**HOW TO COMPLETE THIS TASK**
State how many lines in these records contain the word "block", and nothing else.

::: DATASET CONTENT

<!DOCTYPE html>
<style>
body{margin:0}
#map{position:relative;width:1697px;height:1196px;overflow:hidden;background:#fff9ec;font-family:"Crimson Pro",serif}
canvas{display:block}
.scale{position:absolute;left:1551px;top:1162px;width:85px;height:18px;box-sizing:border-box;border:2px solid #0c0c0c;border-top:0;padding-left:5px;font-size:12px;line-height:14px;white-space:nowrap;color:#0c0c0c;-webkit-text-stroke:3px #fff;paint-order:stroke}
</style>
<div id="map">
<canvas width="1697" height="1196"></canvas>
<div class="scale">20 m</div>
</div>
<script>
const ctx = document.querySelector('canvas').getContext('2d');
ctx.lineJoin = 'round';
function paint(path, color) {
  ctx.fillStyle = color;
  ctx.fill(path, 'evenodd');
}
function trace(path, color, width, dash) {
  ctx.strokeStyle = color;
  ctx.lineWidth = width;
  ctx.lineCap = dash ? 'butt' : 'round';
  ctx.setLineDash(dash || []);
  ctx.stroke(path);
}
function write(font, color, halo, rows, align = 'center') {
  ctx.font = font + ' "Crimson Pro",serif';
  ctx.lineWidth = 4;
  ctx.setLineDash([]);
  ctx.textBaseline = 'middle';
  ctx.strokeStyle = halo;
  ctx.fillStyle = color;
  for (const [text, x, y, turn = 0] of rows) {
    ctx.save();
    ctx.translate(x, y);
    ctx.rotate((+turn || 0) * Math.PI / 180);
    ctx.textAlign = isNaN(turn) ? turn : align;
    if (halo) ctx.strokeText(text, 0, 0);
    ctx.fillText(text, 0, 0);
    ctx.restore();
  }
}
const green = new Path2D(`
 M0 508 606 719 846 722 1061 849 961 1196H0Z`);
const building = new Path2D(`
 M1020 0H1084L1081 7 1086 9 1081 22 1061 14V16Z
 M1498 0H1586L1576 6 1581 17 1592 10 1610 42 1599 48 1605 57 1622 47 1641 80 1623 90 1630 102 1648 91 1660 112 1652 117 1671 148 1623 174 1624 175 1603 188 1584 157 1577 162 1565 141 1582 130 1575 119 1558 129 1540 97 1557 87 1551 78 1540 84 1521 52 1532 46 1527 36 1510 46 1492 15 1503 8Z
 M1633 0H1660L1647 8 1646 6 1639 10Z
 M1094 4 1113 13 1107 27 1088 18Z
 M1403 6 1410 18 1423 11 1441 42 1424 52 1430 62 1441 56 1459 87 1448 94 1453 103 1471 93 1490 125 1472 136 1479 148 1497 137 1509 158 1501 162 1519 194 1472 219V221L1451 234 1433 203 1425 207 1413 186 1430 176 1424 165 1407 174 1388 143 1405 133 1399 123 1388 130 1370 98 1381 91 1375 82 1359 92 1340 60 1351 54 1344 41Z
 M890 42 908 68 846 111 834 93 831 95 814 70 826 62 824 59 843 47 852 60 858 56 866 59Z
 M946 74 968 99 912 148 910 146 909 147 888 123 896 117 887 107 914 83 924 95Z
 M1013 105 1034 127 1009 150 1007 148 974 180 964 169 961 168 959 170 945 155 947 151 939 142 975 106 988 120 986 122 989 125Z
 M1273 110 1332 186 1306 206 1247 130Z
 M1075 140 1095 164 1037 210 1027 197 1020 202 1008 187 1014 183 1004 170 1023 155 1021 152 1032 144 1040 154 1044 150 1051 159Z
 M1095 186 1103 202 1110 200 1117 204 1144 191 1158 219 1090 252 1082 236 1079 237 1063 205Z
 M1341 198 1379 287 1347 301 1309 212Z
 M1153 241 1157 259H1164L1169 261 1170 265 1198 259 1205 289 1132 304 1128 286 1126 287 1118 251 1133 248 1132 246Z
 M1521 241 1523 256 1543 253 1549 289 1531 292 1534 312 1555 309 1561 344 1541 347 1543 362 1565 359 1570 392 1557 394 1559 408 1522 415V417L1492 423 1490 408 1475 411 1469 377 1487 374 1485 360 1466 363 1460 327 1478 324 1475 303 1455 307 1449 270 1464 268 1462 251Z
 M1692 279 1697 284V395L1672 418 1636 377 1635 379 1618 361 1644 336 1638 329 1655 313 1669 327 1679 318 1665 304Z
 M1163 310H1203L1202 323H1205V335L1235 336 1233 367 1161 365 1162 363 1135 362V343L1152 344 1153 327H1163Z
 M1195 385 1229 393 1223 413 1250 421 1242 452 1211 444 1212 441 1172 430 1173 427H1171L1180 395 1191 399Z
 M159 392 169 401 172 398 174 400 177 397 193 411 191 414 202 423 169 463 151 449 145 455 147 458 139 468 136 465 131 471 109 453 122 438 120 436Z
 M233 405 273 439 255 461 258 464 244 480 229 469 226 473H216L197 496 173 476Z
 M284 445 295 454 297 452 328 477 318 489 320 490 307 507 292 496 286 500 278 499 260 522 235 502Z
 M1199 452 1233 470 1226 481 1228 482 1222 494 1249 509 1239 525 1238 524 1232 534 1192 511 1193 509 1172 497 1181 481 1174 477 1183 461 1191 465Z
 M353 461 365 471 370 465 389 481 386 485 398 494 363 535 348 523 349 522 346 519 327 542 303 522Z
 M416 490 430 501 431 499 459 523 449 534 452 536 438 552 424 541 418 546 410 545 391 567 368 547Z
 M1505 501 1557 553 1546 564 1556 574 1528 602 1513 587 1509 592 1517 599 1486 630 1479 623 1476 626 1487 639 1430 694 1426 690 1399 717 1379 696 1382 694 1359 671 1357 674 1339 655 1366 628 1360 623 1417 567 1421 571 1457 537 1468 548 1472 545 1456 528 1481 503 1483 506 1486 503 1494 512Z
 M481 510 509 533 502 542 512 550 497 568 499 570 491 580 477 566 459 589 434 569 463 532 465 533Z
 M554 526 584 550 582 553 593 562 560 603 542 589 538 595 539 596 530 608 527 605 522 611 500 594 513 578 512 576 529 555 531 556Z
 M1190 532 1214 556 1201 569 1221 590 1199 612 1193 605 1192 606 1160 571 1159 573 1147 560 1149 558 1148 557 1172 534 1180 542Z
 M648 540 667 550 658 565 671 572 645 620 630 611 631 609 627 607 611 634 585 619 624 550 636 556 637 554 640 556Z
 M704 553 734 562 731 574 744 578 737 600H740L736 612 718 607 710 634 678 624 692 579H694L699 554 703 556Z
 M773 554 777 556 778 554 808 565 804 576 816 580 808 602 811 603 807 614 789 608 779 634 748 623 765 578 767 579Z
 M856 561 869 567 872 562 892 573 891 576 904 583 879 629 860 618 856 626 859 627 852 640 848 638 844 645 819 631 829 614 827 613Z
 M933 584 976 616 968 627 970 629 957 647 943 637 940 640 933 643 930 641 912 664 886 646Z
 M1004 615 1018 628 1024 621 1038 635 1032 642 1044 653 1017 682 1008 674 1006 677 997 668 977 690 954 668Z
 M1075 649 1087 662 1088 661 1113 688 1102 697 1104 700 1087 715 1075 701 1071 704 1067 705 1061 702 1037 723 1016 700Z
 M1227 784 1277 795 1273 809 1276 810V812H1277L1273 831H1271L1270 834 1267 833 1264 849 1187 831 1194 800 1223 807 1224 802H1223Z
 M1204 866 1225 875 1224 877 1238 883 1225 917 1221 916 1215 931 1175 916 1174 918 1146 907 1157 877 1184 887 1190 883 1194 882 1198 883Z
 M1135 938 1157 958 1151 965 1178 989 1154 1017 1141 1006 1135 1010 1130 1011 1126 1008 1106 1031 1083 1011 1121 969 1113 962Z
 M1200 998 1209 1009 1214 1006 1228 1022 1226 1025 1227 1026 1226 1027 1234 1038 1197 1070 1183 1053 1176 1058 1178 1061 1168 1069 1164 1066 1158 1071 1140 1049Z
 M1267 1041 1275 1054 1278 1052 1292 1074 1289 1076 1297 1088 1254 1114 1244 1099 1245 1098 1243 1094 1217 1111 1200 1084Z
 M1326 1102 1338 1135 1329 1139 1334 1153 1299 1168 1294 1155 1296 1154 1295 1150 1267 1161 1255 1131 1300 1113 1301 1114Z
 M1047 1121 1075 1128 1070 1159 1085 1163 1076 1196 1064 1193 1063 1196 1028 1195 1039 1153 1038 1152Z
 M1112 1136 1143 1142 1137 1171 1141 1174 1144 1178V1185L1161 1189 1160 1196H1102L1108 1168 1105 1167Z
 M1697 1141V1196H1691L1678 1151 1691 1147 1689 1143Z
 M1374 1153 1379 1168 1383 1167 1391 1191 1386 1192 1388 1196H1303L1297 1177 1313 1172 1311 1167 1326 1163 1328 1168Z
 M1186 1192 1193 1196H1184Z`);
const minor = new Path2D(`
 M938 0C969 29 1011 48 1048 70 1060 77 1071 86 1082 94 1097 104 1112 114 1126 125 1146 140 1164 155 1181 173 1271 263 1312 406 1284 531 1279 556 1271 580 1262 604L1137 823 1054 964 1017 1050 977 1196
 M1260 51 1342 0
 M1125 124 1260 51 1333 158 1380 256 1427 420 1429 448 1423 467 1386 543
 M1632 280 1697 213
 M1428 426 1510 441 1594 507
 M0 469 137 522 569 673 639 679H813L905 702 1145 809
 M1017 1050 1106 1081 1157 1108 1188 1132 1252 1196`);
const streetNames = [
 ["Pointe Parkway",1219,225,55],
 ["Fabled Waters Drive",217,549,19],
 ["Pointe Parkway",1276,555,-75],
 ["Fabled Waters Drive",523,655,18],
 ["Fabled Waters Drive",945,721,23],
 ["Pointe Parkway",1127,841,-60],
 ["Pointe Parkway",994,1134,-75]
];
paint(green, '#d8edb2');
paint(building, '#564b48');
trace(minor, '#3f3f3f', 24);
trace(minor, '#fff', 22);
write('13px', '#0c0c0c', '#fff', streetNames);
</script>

::::::
::: DATASET CONTENT

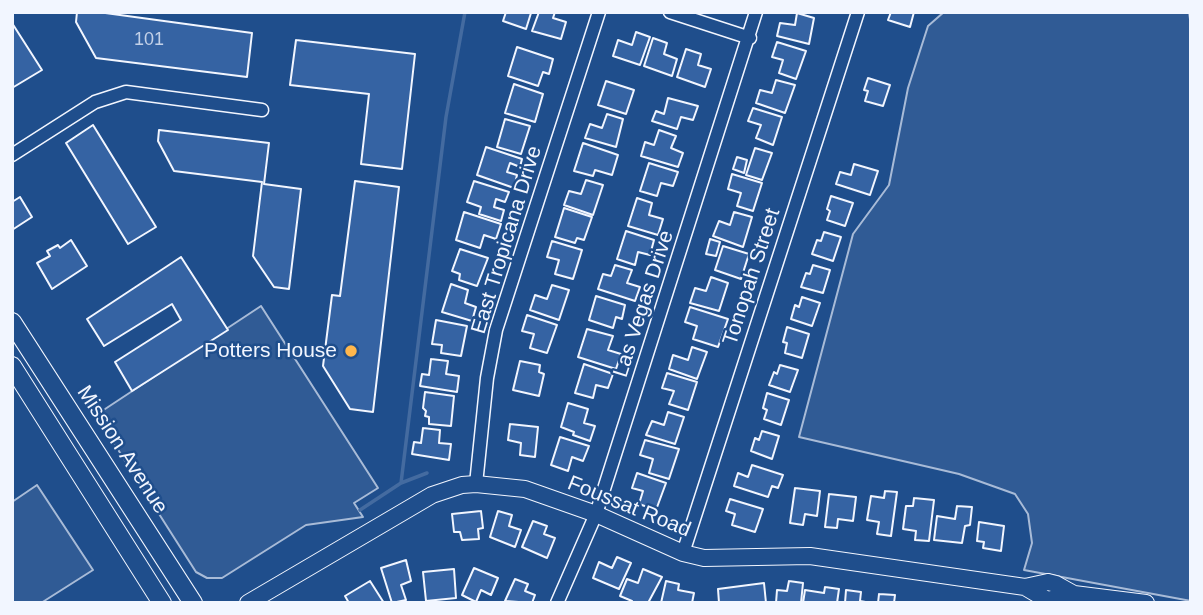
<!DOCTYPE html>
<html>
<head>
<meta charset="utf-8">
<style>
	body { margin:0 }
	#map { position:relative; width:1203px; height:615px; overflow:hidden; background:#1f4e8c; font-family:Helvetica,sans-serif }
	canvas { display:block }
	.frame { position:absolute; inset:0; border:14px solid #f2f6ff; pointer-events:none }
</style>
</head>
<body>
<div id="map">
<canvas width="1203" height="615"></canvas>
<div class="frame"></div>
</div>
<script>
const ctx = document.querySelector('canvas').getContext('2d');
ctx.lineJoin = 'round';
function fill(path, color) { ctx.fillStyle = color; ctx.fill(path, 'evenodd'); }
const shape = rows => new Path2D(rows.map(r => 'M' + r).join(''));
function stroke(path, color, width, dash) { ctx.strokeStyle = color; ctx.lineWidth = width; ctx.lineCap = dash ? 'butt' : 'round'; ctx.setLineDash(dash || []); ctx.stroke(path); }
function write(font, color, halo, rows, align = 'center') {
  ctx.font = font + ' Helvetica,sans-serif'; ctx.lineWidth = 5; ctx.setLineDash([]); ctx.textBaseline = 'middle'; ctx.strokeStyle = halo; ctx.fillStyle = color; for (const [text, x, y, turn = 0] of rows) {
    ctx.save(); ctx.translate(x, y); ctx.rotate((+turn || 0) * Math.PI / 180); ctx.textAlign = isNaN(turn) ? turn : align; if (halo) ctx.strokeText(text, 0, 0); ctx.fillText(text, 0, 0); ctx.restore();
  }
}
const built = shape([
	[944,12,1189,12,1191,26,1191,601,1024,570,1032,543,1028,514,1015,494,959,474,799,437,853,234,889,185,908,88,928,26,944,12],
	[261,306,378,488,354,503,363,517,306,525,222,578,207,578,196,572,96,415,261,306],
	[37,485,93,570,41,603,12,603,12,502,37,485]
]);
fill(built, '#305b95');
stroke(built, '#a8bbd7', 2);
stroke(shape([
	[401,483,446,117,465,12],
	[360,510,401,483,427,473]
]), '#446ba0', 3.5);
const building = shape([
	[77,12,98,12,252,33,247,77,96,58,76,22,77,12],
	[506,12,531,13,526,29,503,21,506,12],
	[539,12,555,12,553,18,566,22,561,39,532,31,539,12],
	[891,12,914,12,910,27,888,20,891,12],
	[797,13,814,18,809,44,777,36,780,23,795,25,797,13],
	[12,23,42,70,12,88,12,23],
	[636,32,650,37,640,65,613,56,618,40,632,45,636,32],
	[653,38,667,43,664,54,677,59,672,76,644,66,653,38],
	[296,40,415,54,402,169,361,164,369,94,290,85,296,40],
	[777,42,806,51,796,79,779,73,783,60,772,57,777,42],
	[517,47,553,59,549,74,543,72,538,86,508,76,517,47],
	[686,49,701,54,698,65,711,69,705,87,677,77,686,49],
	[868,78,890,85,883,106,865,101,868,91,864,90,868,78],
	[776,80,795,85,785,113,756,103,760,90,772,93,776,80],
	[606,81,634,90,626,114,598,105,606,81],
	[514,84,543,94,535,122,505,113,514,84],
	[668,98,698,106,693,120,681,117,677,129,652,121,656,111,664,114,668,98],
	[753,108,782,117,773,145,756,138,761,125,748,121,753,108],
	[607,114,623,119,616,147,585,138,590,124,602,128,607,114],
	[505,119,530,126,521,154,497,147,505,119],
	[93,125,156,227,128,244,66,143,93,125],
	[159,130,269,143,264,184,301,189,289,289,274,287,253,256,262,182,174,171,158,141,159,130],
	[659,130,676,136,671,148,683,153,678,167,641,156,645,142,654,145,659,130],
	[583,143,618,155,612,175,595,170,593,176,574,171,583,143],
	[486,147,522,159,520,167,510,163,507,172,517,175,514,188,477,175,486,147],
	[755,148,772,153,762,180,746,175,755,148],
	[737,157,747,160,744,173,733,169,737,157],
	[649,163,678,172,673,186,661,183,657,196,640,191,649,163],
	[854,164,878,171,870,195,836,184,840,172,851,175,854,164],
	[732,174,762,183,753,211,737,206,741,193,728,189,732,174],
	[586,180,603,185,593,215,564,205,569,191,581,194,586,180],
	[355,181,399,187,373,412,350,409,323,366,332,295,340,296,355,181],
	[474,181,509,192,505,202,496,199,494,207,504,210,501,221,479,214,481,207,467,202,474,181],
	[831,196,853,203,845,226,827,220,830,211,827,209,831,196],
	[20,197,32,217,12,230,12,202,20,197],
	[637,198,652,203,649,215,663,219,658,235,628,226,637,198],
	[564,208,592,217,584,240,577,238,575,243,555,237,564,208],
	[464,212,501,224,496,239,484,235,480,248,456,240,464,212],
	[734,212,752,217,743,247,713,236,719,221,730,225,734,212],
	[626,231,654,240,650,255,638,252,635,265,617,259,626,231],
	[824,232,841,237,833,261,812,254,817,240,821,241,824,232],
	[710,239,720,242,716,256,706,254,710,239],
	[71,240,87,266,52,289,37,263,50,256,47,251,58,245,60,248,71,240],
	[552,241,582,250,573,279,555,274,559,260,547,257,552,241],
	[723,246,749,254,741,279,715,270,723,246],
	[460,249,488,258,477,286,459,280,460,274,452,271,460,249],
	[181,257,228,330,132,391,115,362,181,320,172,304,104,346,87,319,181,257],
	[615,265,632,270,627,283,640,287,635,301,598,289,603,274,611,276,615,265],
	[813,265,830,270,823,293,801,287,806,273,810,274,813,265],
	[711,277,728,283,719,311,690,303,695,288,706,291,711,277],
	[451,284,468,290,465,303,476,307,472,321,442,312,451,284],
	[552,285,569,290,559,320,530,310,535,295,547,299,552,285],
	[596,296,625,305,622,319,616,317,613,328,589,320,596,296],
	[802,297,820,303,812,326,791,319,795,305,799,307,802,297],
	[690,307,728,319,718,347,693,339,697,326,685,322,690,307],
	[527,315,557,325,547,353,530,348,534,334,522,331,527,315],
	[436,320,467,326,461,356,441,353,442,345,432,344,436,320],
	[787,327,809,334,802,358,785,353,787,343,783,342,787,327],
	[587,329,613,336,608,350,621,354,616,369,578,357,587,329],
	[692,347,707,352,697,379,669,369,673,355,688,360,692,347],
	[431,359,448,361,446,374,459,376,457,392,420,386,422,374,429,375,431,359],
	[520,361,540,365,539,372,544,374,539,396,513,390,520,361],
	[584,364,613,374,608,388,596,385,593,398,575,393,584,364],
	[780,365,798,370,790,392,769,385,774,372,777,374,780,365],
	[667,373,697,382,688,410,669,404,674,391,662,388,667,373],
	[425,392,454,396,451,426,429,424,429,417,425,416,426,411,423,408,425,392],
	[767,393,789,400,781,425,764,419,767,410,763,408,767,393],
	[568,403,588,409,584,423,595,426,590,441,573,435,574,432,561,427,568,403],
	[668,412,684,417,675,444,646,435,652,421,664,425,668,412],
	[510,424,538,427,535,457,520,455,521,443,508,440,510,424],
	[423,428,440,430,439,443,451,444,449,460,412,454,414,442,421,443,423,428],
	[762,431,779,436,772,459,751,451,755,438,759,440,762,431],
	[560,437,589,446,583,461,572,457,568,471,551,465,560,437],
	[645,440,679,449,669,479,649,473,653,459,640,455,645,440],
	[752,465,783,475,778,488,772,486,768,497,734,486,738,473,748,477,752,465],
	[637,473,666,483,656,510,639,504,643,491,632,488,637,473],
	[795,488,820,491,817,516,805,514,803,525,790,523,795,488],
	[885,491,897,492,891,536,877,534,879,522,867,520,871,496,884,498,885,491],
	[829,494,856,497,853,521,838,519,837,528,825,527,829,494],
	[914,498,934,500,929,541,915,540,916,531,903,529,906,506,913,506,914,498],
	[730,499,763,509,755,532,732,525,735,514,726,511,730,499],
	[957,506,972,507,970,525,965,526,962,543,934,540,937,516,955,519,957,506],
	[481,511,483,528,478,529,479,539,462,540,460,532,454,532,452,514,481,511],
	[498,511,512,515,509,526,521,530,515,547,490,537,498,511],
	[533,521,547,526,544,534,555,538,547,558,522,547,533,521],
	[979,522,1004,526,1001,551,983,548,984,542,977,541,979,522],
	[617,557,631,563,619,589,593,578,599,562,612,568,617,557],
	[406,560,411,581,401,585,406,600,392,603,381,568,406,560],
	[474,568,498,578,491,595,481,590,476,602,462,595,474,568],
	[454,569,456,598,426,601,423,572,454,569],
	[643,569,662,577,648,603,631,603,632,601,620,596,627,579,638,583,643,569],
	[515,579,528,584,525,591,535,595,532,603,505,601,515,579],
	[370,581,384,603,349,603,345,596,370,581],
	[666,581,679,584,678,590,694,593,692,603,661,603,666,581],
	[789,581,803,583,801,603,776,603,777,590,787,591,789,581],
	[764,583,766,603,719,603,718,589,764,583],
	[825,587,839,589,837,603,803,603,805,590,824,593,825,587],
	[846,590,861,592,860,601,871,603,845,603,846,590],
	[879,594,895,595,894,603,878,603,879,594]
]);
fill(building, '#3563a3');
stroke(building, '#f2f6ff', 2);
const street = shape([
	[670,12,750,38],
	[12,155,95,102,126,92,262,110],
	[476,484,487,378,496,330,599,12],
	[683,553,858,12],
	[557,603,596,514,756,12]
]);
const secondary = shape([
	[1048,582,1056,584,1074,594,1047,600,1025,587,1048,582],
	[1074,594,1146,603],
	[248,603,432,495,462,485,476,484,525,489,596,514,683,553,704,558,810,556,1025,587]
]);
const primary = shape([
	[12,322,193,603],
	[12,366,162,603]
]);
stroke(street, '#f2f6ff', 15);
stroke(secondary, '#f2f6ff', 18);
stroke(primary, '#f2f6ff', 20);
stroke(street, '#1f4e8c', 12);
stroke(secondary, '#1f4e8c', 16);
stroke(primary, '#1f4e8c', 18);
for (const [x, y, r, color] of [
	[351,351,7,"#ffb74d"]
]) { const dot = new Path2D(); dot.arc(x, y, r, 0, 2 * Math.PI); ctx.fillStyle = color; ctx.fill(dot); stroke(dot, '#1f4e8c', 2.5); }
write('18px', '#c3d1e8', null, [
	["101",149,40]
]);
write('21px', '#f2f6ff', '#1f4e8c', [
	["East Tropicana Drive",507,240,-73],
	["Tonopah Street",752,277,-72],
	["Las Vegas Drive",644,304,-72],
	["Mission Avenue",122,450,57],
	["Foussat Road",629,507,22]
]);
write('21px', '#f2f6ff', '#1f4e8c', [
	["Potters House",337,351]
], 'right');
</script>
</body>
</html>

::::::

**EXERCISE ANSWER**
2